[[ Material supplied open ]]
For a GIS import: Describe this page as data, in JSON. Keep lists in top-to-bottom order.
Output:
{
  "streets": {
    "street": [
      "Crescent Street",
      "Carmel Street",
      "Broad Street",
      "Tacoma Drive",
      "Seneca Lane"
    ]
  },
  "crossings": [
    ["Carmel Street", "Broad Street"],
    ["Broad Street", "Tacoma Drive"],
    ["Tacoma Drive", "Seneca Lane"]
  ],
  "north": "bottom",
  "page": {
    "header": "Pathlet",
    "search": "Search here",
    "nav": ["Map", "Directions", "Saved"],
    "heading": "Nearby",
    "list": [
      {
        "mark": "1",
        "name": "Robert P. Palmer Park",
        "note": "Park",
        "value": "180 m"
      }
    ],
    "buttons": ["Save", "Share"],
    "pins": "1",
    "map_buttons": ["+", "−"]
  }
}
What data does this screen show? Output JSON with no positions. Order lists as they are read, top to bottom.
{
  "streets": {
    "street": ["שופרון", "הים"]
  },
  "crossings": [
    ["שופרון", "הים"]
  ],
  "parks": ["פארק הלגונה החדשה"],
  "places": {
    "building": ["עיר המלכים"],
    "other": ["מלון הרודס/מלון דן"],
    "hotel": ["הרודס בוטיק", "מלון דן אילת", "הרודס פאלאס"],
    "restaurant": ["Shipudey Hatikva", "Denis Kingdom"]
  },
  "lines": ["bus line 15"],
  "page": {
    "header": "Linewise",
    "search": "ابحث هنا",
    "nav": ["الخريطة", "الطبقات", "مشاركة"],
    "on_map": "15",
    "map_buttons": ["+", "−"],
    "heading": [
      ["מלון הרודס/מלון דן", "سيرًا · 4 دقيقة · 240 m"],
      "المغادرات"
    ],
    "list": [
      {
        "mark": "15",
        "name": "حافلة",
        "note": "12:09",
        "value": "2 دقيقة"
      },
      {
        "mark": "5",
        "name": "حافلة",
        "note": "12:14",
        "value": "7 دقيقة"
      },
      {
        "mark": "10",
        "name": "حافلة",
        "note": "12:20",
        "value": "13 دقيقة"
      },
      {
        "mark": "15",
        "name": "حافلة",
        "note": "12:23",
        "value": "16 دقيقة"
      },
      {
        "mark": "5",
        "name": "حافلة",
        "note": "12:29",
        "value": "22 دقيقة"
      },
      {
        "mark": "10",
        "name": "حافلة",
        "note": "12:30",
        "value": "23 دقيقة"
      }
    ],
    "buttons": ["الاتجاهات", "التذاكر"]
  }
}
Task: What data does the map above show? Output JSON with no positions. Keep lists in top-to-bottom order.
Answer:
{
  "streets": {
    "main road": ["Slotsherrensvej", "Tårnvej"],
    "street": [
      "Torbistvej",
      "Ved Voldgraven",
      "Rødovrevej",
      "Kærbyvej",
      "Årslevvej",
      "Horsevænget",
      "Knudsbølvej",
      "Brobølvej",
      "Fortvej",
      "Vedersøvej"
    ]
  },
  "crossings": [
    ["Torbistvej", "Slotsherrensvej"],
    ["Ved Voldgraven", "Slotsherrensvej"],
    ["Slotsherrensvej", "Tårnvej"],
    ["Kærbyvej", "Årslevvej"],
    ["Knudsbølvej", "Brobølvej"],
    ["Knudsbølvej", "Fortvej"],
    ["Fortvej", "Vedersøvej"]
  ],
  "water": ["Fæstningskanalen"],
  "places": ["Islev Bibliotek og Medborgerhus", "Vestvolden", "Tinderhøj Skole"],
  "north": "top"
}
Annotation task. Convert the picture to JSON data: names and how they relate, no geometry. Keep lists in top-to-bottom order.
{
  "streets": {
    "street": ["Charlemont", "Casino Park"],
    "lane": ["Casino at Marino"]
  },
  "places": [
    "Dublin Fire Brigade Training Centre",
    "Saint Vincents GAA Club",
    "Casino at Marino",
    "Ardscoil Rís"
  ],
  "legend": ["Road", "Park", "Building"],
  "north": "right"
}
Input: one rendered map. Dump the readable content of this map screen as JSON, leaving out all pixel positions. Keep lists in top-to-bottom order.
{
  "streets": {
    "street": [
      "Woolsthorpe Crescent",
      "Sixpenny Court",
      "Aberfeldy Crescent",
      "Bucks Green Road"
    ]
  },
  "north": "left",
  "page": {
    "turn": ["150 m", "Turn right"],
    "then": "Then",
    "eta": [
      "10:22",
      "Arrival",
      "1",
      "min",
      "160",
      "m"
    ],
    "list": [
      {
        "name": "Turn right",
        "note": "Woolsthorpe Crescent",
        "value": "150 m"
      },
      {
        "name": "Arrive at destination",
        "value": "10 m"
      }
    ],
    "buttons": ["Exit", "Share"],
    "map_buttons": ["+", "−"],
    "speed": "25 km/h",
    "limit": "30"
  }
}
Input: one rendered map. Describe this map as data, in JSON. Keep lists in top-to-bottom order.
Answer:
[[ Material supplied closed ]]
Would you repeat each of the lines above exactly?

• [Response for this exercise]:
For a GIS import: Describe this page as data, in JSON. Keep lists in top-to-bottom order.
Output:
{
  "streets": {
    "street": [
      "Crescent Street",
      "Carmel Street",
      "Broad Street",
      "Tacoma Drive",
      "Seneca Lane"
    ]
  },
  "crossings": [
    ["Carmel Street", "Broad Street"],
    ["Broad Street", "Tacoma Drive"],
    ["Tacoma Drive", "Seneca Lane"]
  ],
  "north": "bottom",
  "page": {
    "header": "Pathlet",
    "search": "Search here",
    "nav": ["Map", "Directions", "Saved"],
    "heading": "Nearby",
    "list": [
      {
        "mark": "1",
        "name": "Robert P. Palmer Park",
        "note": "Park",
        "value": "180 m"
      }
    ],
    "buttons": ["Save", "Share"],
    "pins": "1",
    "map_buttons": ["+", "−"]
  }
}
What data does this screen show? Output JSON with no positions. Order lists as they are read, top to bottom.
{
  "streets": {
    "street": ["שופרון", "הים"]
  },
  "crossings": [
    ["שופרון", "הים"]
  ],
  "parks": ["פארק הלגונה החדשה"],
  "places": {
    "building": ["עיר המלכים"],
    "other": ["מלון הרודס/מלון דן"],
    "hotel": ["הרודס בוטיק", "מלון דן אילת", "הרודס פאלאס"],
    "restaurant": ["Shipudey Hatikva", "Denis Kingdom"]
  },
  "lines": ["bus line 15"],
  "page": {
    "header": "Linewise",
    "search": "ابحث هنا",
    "nav": ["الخريطة", "الطبقات", "مشاركة"],
    "on_map": "15",
    "map_buttons": ["+", "−"],
    "heading": [
      ["מלון הרודס/מלון דן", "سيرًا · 4 دقيقة · 240 m"],
      "المغادرات"
    ],
    "list": [
      {
        "mark": "15",
        "name": "حافلة",
        "note": "12:09",
        "value": "2 دقيقة"
      },
      {
        "mark": "5",
        "name": "حافلة",
        "note": "12:14",
        "value": "7 دقيقة"
      },
      {
        "mark": "10",
        "name": "حافلة",
        "note": "12:20",
        "value": "13 دقيقة"
      },
      {
        "mark": "15",
        "name": "حافلة",
        "note": "12:23",
        "value": "16 دقيقة"
      },
      {
        "mark": "5",
        "name": "حافلة",
        "note": "12:29",
        "value": "22 دقيقة"
      },
      {
        "mark": "10",
        "name": "حافلة",
        "note": "12:30",
        "value": "23 دقيقة"
      }
    ],
    "buttons": ["الاتجاهات", "التذاكر"]
  }
}
Task: What data does the map above show? Output JSON with no positions. Keep lists in top-to-bottom order.
Answer:
{
  "streets": {
    "main road": ["Slotsherrensvej", "Tårnvej"],
    "street": [
      "Torbistvej",
      "Ved Voldgraven",
      "Rødovrevej",
      "Kærbyvej",
      "Årslevvej",
      "Horsevænget",
      "Knudsbølvej",
      "Brobølvej",
      "Fortvej",
      "Vedersøvej"
    ]
  },
  "crossings": [
    ["Torbistvej", "Slotsherrensvej"],
    ["Ved Voldgraven", "Slotsherrensvej"],
    ["Slotsherrensvej", "Tårnvej"],
    ["Kærbyvej", "Årslevvej"],
    ["Knudsbølvej", "Brobølvej"],
    ["Knudsbølvej", "Fortvej"],
    ["Fortvej", "Vedersøvej"]
  ],
  "water": ["Fæstningskanalen"],
  "places": ["Islev Bibliotek og Medborgerhus", "Vestvolden", "Tinderhøj Skole"],
  "north": "top"
}
Annotation task. Convert the picture to JSON data: names and how they relate, no geometry. Keep lists in top-to-bottom order.
{
  "streets": {
    "street": ["Charlemont", "Casino Park"],
    "lane": ["Casino at Marino"]
  },
  "places": [
    "Dublin Fire Brigade Training Centre",
    "Saint Vincents GAA Club",
    "Casino at Marino",
    "Ardscoil Rís"
  ],
  "legend": ["Road", "Park", "Building"],
  "north": "right"
}
Input: one rendered map. Dump the readable content of this map screen as JSON, leaving out all pixel positions. Keep lists in top-to-bottom order.
{
  "streets": {
    "street": [
      "Woolsthorpe Crescent",
      "Sixpenny Court",
      "Aberfeldy Crescent",
      "Bucks Green Road"
    ]
  },
  "north": "left",
  "page": {
    "turn": ["150 m", "Turn right"],
    "then": "Then",
    "eta": [
      "10:22",
      "Arrival",
      "1",
      "min",
      "160",
      "m"
    ],
    "list": [
      {
        "name": "Turn right",
        "note": "Woolsthorpe Crescent",
        "value": "150 m"
      },
      {
        "name": "Arrive at destination",
        "value": "10 m"
      }
    ],
    "buttons": ["Exit", "Share"],
    "map_buttons": ["+", "−"],
    "speed": "25 km/h",
    "limit": "30"
  }
}
Input: one rendered map. Describe this map as data, in JSON. Keep lists in top-to-bottom order.
Answer:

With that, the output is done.